Contro quando i 5 Stelle governavano con la Lega, a favore dopo essere entrati al governo, ma con l’impegno di approvare una nuova legge elettorale e una riforma della Costituzione, e ora per il "sì" al referendum sul taglio dei parlamentari, ma solo se ci saranno garanzie e tempi certi sulla legge elettorale e sulle riforme.
Il Pd non esce dalle secche sul taglio dei parlamentari, un provvedimento proposto e voluto fortemente dal Movimento 5 Stelle, ma molto meno dal partito di Nicola Zingaretti, che sembra aver incassato malvolentieri la riforma e ora chiede garanzie per non spaccare il fronte della maggioranza nazionale, già divisa su temi fondamentali a partire dalla candidatura di Virginia Raggi nella corsa per la guida di Roma.

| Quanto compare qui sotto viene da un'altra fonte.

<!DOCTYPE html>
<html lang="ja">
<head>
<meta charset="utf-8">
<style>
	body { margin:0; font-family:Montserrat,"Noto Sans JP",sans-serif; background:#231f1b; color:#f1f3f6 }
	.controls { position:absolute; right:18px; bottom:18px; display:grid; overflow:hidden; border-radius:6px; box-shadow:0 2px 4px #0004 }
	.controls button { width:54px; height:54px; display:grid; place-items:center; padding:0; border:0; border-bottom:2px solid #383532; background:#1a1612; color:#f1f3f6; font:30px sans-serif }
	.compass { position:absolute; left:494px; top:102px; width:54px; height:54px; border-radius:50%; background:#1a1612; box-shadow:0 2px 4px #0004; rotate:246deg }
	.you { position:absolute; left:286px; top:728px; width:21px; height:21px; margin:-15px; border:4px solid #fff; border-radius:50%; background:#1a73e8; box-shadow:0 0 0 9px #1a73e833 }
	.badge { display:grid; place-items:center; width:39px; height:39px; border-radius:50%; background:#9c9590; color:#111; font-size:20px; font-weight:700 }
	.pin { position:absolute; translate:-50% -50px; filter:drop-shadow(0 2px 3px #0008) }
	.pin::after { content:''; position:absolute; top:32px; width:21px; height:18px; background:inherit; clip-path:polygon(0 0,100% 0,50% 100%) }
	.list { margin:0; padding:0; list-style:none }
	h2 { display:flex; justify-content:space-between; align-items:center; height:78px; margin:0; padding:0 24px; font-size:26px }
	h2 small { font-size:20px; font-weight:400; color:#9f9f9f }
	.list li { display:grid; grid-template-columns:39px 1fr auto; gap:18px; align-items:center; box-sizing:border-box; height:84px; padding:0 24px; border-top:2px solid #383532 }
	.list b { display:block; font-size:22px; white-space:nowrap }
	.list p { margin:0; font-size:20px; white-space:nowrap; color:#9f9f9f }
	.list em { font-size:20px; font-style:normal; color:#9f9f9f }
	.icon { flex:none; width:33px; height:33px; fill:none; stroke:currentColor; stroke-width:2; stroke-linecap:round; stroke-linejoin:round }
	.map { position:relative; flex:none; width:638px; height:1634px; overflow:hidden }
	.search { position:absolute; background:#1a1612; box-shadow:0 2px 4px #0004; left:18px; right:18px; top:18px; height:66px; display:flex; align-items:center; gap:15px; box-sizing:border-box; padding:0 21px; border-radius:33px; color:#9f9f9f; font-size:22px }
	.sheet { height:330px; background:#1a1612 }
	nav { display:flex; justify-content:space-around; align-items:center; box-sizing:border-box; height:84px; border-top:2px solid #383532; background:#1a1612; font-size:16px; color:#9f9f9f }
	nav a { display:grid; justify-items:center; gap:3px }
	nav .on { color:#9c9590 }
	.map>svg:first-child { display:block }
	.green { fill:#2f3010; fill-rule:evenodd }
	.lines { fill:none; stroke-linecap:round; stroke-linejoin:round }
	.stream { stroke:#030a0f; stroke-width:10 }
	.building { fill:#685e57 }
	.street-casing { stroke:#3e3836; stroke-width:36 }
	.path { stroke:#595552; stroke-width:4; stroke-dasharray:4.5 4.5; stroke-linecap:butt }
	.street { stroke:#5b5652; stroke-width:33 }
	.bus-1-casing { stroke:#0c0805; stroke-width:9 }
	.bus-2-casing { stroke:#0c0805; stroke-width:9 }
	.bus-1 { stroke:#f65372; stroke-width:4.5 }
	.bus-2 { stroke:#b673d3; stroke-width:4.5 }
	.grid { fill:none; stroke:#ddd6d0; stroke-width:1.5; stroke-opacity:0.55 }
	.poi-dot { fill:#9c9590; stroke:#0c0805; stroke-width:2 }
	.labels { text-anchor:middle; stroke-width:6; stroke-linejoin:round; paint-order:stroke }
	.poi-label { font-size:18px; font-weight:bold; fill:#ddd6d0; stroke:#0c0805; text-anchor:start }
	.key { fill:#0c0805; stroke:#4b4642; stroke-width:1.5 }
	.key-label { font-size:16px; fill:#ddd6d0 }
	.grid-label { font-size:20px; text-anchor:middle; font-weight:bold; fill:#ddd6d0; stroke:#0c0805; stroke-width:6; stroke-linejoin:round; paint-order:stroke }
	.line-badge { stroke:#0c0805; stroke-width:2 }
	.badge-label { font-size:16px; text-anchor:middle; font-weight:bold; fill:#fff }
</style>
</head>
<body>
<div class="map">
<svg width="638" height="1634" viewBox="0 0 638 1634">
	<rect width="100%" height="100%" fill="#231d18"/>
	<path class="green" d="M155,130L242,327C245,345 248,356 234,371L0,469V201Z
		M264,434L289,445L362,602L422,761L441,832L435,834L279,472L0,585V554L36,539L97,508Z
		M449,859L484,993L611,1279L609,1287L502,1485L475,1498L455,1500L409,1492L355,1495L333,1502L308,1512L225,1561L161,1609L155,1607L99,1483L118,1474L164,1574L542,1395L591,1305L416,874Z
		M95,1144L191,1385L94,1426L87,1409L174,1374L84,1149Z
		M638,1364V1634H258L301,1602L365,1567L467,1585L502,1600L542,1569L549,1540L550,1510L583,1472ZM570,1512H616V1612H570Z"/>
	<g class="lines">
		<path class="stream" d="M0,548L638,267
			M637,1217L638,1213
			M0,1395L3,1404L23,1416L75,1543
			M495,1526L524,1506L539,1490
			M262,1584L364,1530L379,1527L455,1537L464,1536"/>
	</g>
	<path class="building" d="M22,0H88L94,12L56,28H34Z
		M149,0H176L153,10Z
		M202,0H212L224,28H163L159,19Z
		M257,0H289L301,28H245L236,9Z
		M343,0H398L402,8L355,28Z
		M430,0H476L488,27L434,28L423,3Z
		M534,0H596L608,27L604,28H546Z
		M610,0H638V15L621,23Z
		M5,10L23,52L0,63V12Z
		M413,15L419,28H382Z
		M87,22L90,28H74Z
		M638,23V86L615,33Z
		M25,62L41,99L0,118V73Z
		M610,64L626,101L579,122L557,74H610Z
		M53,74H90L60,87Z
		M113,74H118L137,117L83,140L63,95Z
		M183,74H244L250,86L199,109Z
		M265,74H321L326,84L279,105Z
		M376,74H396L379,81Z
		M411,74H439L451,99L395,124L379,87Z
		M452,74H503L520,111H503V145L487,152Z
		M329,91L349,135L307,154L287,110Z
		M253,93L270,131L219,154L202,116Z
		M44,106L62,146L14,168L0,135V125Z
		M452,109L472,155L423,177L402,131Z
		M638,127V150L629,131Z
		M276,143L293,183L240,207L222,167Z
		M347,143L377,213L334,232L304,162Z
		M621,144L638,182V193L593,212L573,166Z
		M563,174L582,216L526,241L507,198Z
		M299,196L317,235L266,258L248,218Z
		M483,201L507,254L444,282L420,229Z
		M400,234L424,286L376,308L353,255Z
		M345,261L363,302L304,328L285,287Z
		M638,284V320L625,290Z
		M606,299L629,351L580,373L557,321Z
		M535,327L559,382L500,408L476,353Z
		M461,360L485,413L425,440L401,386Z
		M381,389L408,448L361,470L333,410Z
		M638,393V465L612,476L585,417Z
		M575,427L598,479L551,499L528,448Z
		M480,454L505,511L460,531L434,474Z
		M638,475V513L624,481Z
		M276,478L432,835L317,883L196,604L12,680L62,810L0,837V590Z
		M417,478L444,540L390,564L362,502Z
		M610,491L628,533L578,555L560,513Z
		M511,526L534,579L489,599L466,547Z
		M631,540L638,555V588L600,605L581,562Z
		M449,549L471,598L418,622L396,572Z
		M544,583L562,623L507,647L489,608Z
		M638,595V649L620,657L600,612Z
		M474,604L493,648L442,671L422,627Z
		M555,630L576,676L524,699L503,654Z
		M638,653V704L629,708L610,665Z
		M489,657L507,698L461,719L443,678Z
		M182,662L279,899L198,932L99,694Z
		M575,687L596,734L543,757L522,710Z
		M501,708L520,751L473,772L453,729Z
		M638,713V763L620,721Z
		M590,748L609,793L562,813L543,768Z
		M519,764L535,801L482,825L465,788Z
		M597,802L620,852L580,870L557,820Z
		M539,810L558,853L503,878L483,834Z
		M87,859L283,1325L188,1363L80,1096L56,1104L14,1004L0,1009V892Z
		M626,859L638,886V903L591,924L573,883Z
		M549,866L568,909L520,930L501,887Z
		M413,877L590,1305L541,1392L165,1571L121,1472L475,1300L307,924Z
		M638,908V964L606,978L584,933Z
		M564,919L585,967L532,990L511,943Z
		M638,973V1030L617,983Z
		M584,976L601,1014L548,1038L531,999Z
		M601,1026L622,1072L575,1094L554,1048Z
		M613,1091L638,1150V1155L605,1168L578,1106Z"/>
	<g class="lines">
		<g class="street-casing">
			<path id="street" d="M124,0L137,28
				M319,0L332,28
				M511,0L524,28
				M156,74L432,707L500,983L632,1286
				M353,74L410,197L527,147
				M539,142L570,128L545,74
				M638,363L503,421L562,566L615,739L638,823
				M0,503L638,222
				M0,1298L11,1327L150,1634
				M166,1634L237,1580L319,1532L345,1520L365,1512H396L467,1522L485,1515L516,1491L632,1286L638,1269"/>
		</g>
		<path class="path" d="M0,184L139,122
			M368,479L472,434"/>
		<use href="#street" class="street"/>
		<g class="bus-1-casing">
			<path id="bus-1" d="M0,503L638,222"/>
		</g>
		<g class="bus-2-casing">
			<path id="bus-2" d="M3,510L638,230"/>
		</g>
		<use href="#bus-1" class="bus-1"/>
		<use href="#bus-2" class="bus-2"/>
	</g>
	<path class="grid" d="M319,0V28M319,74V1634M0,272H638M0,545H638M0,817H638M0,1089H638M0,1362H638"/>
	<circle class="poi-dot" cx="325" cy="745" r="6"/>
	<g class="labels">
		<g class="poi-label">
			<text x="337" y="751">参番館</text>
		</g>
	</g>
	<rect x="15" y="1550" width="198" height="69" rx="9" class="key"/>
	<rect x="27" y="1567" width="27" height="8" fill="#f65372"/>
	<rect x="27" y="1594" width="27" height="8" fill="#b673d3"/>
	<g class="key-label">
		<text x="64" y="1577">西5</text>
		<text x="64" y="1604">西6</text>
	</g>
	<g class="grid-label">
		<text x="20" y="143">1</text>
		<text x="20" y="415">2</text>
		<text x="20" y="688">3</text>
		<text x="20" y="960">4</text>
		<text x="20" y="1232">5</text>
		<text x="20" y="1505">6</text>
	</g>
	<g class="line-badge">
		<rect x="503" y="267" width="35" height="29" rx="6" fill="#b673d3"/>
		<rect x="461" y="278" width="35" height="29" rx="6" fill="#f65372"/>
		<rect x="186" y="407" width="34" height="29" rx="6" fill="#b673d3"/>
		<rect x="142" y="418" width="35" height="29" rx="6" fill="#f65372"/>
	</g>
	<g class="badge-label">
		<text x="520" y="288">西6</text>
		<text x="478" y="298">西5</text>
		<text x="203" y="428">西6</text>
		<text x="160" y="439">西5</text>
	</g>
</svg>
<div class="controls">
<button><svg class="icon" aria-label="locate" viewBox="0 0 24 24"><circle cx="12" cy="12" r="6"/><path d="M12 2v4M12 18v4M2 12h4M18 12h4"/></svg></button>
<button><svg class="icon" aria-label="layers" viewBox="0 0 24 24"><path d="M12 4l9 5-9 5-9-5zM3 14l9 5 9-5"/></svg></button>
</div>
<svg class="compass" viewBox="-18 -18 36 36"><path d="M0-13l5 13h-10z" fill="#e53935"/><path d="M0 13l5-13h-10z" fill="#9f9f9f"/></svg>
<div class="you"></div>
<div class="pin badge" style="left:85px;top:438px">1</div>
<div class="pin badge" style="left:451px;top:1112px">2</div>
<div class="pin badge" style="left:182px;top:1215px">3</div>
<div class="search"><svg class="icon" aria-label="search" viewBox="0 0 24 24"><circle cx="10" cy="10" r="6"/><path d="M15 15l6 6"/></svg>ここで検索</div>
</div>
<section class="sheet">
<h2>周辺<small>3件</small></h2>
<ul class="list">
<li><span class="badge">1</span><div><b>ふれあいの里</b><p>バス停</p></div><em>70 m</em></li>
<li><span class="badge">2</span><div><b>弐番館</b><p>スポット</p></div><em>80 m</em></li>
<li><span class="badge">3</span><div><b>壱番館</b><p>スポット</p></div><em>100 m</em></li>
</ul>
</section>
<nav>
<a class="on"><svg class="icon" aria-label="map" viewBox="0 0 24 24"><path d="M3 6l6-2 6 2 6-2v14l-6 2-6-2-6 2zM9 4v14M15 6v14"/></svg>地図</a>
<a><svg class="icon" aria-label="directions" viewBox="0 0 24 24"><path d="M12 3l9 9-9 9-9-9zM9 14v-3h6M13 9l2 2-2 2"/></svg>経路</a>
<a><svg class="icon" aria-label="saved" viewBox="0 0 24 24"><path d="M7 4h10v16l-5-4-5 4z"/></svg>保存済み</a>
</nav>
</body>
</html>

Lo stesso segretario Zingaretti non è stato chiaro sull’atteggiamento che il suo partito assumerà in vista del voto sulla legge che, se confermata, porterà da 945 a 600 i parlamentari: “Sosteniamo da sempre la riduzione del numero dei parlamentari - ha dichiarato al Corriere della Sera –, ma per votare sì e far nascere il governo abbiamo chiesto modifiche circa i regolamenti parlamentari e una nuova legge elettorale: tutta la maggioranza ha sottoscritto questo accordo, ora faccio un appello a finché sia onorato”.
I timori del Pd sono molti: la possibilità che una vittoria al referendum possa rilanciare il Movimento 5 Stelle da mesi in grossa difficoltà, e alimentare il sentimento ostile alla politica tradizionale di cui, piaccia o meno, il Pd è uno degli ultimi simboli nel paese, ma anche il rischio di creare ulteriori divisioni all’interno del partito per una riforma che il Pd non ha mai realmente digerito, anche per la drastica riduzione dei posti disponibili, e non ultimo il rischio di ritrovarsi un sistema istituzionale ingovernabile, con maggioranze diverse fra Camera e Senato.
Sta di fatto che, a poco più di tre settimane dal voto, il principale partito della sinistra Italia non ha una posizione definita, mentre gli alleati dei 5 Stelle puntano decisi al successo della riforma, e a destra Lega e Fratelli d’Italia stanno facendo campagna attiva a favore della riforma.
I dubbi sono anche interni: nel partito cresce l’insofferenza verso un provvedimento che è stato votato pensando più a conservare la maggioranza e il governo che per reale convinzione. Una situazione che sta alimentando una sorta di fronte trasversale, che da Forza Italia attraversa i partiti di centro fino ad arrivare al Pd, dove i sostenitori del no starebbero emergendo.